Thompson demonstrated her staunch principles last spring when she and 51 of her House colleagues walked out of the Legislature and checked into a motel in Ardmore, Okla. Their absence denied the Republicans the quorum they needed to carry through a scheme by Rove and DeLay for a midterm redrawing of the boundaries of the state’s congressional districts.
Currently, the Texas congressional delegation is made up of 17 Democrats and 15 Republicans. Rove & Co. hope to reverse that, slashing Democratic seats to 12 and bringing the Republicans to 20.
The bold initiative by Thompson and her colleagues slowed down the Rove-DeLay juggernaut. An enraged Gov. Rick Perry ordered law enforcement to track down, arrest and return the truant lawmakers.
“We took a stand for democracy and voting rights for the people of Texas,” Thompson told the World in an interview during the Congressional Black Caucus Legislative Conference.
“My constituents fully supported our initiative,” she said. “Some of them told me, ‘If we had known where you were going, we would have paid your way.’”
Yet it was not without cost. “Members of my staff were forced to sign affidavits saying they did not know my whereabouts. The governor sent the Department of Public Safety and the Texas Rangers after us. Attorney General John Ashcroft was getting ready to find a way that he could arrest us under the USA Patriot Act. Then the FBI could come over to Ardmore and handcuff us and bring us back to Texas.”
Thompson cited reports that Ashcroft minions learned that former Texas House Speaker James “Pete” Laney had flown his private plane to Ardmore to join the walkout. “They put out the story that he had crashed and requested the assistance of Homeland Security to locate him. That was a cover up because they had already obtained his flight manifest.”
Thompson said the fugitive lawmakers won the battle of public opinion. The media trumpeted the story on the front pages and on the airwaves. “It made them [Republicans] look so bad they were forced to pull back from their plans to arrest us.”
But the battle did not end there. When he was unable to get his redistricting plan through the regular session of the Legislature, Gov. Rick Perry called a special session. This time 11 Democratic members of the Texas Senate fled to Albuquerque, New Mexico, once again denying the Republicans the quorum they needed to move ahead with their redistricting scheme.
The 11 held out for three weeks. During their absence, Perry threw 200,000 children off the Children’s Health Insurance Program and terminated home health care for 80,000 seniors and disabled people, blaming the absent Democrats for his action.

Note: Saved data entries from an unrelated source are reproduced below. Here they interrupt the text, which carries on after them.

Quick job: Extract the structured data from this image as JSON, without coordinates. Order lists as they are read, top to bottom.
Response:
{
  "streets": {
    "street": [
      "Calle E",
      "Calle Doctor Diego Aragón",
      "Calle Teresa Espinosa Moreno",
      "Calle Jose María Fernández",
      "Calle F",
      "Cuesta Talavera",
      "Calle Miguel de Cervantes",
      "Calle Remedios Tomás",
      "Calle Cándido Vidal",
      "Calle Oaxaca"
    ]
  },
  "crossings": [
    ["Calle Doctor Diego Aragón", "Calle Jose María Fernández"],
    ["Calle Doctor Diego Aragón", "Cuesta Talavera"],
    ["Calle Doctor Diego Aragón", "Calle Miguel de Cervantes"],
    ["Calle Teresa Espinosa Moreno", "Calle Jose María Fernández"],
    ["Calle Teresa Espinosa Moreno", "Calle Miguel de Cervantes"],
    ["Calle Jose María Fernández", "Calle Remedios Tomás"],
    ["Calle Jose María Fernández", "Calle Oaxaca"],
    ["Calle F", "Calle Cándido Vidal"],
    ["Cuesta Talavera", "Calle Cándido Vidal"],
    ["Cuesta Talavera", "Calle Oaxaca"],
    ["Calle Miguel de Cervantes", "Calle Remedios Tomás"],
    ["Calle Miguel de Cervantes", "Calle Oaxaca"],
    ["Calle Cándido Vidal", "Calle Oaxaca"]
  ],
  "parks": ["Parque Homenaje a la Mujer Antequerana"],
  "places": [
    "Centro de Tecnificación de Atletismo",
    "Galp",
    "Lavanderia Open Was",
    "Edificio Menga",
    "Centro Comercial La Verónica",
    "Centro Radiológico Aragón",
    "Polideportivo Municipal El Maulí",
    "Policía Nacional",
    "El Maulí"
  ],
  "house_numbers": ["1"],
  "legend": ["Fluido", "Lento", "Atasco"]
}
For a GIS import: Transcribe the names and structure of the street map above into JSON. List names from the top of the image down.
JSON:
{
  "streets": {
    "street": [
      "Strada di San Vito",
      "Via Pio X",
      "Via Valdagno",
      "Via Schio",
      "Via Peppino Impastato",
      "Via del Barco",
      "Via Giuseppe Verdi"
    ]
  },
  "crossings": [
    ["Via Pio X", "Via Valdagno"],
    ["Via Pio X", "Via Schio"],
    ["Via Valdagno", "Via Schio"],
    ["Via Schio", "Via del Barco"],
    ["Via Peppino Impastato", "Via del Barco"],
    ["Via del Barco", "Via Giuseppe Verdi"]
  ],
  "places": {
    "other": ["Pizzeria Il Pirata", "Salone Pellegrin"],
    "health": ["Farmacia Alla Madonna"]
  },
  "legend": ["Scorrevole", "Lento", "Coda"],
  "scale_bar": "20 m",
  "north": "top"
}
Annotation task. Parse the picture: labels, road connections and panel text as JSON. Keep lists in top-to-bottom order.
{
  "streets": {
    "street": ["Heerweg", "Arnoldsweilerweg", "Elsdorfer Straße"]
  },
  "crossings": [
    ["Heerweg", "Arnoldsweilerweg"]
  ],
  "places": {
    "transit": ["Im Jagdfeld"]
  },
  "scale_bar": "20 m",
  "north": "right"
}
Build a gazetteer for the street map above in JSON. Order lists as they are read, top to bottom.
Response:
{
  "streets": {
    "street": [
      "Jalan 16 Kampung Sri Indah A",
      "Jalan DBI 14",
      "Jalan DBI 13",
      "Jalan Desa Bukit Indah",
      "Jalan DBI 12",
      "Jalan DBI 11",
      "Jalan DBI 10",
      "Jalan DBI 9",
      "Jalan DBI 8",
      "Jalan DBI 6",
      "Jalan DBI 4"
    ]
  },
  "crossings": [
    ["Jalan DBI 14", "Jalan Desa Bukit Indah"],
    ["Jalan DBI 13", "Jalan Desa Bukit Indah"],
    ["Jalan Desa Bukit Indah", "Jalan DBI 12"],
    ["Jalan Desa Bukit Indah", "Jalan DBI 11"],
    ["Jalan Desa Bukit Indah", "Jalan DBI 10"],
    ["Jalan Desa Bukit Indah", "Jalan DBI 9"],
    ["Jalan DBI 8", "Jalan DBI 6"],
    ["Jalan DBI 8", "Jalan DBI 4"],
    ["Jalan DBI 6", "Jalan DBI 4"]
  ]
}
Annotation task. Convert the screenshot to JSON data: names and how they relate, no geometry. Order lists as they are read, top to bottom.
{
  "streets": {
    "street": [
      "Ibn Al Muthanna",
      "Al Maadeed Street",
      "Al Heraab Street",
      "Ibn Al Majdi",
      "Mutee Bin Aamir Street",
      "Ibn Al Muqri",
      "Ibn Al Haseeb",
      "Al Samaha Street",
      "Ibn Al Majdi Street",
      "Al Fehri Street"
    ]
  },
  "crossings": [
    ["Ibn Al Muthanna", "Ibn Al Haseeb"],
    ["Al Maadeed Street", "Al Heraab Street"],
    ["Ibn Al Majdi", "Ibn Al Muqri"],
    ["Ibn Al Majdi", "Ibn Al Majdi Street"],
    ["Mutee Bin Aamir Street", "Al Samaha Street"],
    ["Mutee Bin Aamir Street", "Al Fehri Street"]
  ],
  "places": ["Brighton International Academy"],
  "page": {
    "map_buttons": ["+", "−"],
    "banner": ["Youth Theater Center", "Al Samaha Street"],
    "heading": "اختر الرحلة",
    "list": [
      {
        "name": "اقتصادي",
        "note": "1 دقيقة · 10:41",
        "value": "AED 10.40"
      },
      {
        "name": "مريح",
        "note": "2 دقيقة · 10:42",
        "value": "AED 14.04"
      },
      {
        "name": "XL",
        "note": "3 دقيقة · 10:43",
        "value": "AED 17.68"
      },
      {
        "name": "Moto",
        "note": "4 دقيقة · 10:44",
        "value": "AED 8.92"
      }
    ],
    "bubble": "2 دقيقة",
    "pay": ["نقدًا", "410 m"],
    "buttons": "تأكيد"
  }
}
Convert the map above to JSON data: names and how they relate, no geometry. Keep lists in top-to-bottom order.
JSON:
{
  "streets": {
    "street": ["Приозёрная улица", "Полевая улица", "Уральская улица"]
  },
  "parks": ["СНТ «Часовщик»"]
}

Finally Senator John Whitmire – now known as “Quitmire” – broke ranks and returned to Austin, providing the quorum the Republicans needed for the third special session on redistricting. The rebellious legislators were welcomed back by cheering crowds that packed the galleries of the Capitol to show their staunch opposition to the redistricting plan.
The GOP moved swiftly to consolidate their control of the Legislature by repealing the Senate rule that redistricting plans be approved by a two-thirds supermajority. They then drew up a map that delivered on the Rove-DeLay demands.
The Republican leadership also unleashed a full-scale vendetta against the Democrats, with $57,000 fines on each of the Democrats for their walkout. “We must pay it out of our own income, not from campaign funds,” Thompson said. The Republicans also reduced the expense allowance for Democratic staff members to $200 per month. The staff workers parking privileges have been revoked and their vehicles are ticketed and towed if they park in Capitol parking lots. When Democrats attempt to speak, their microphones are turned off.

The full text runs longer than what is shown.